• Directions
Write out again only the lines between the one with "Task: Build a" and the end of the records below, both ends counted, and don't include the pictures.
── Supplied records ──
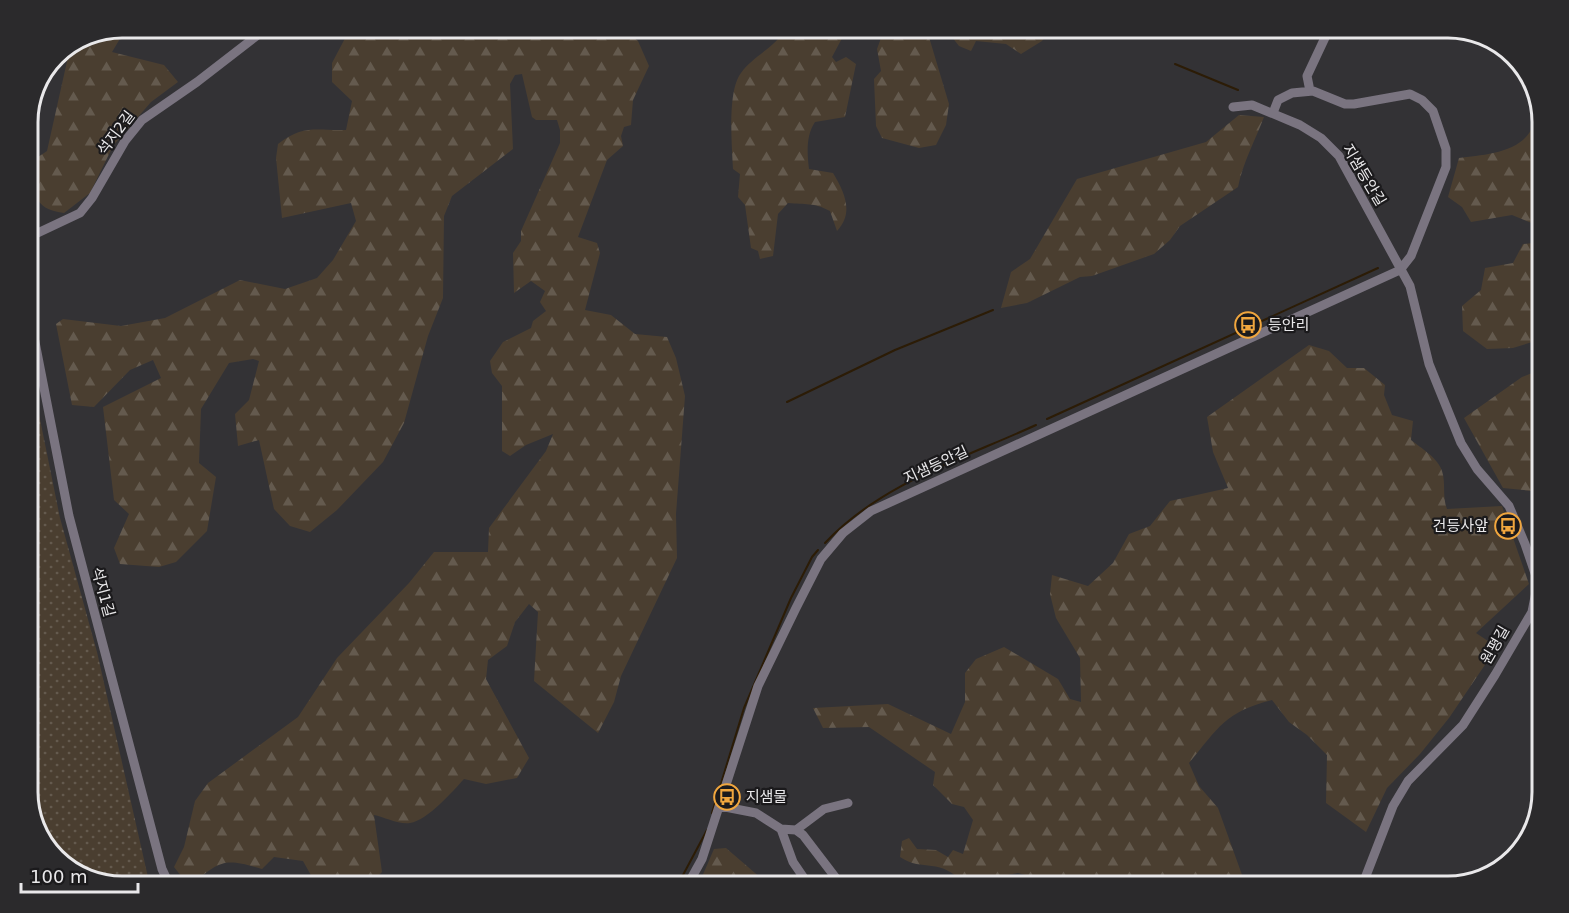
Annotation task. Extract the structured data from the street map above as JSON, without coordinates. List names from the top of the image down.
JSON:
{
  "streets": {
    "street": [
      "석지2길",
      "지샘등안길",
      "석지1길",
      "원평길"
    ]
  },
  "crossings": [
    ["지샘등안길", "원평길"]
  ],
  "places": {
    "bus stop": ["등안리", "건등사앞", "지샘물"]
  },
  "scale_bar": "100 m"
}
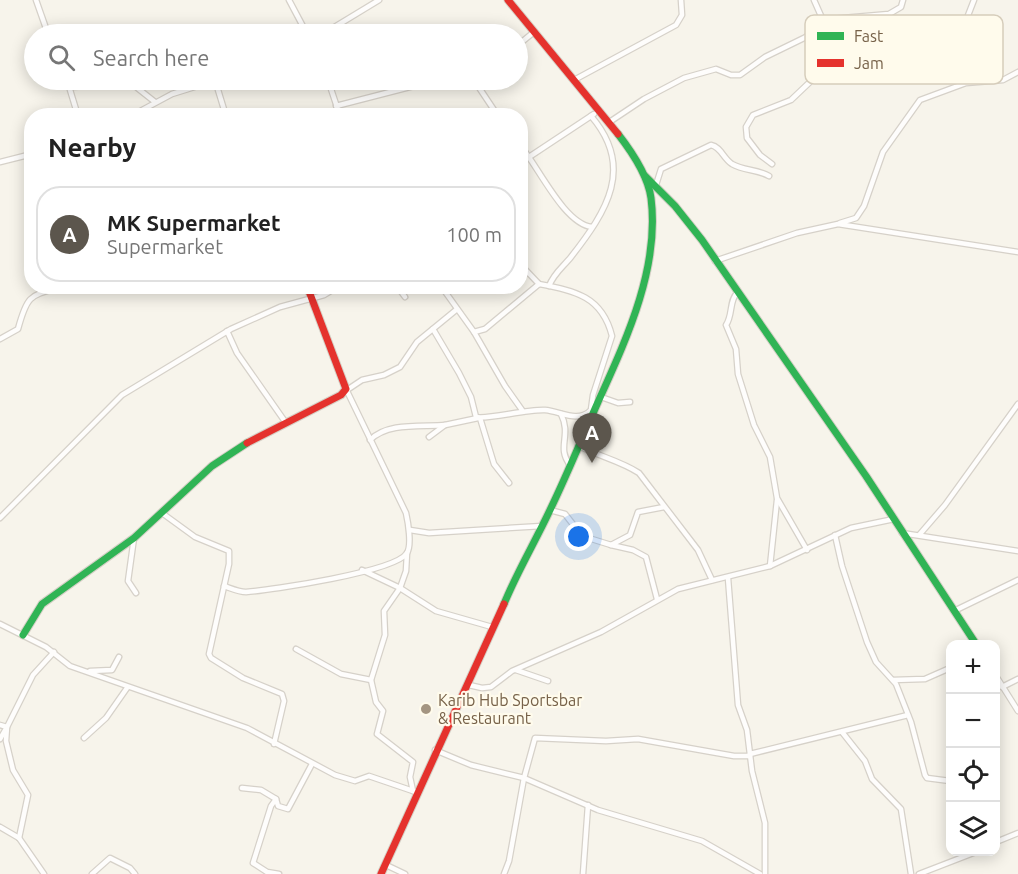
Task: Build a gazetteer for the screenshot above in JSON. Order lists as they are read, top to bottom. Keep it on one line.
{"places":["Karib Hub Sportsbar & Restaurant"],"legend":["Fast","Jam"],"page":{"search":"Search here","heading":"Nearby","list":[{"mark":"A","name":"MK Supermarket","note":"Supermarket","value":"100 m"}],"pins":"A","map_buttons":["+","−"]}}
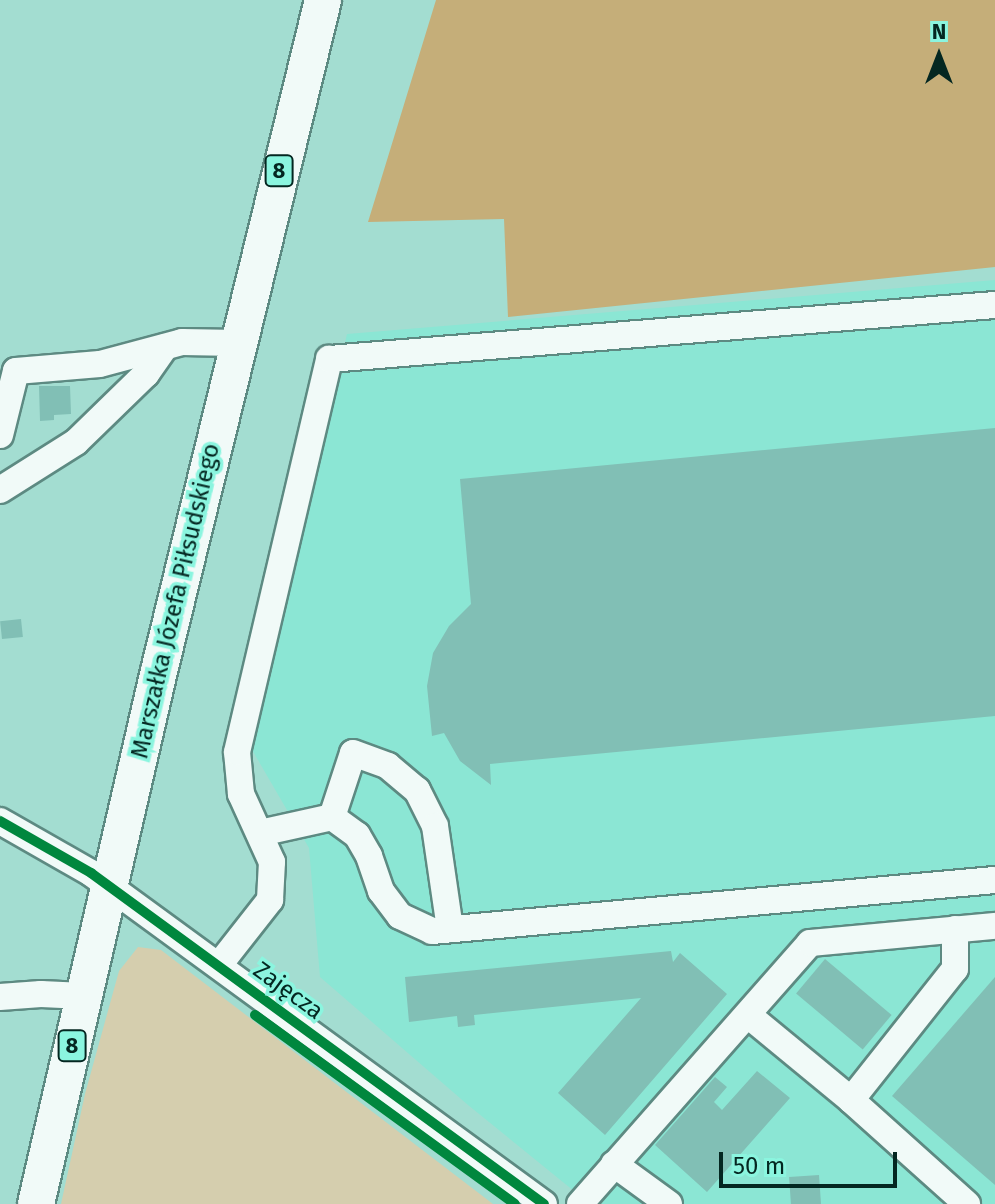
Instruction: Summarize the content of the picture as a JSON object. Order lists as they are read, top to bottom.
{
  "streets": {
    "highway": ["8", "Marszałka Józefa Piłsudskiego"],
    "street": ["Zajęcza"]
  },
  "crossings": [
    ["Marszałka Józefa Piłsudskiego", "Zajęcza"]
  ],
  "scale_bar": "50 m",
  "north": "top"
}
───
• Reply
Task: Build a gazetteer for the screenshot above in JSON. Order lists as they are read, top to bottom. Keep it on one line.
{"places":["Karib Hub Sportsbar & Restaurant"],"legend":["Fast","Jam"],"page":{"search":"Search here","heading":"Nearby","list":[{"mark":"A","name":"MK Supermarket","note":"Supermarket","value":"100 m"}],"pins":"A","map_buttons":["+","−"]}}
Instruction: Summarize the content of the picture as a JSON object. Order lists as they are read, top to bottom.
{
  "streets": {
    "highway": ["8", "Marszałka Józefa Piłsudskiego"],
    "street": ["Zajęcza"]
  },
  "crossings": [
    ["Marszałka Józefa Piłsudskiego", "Zajęcza"]
  ],
  "scale_bar": "50 m",
  "north": "top"
}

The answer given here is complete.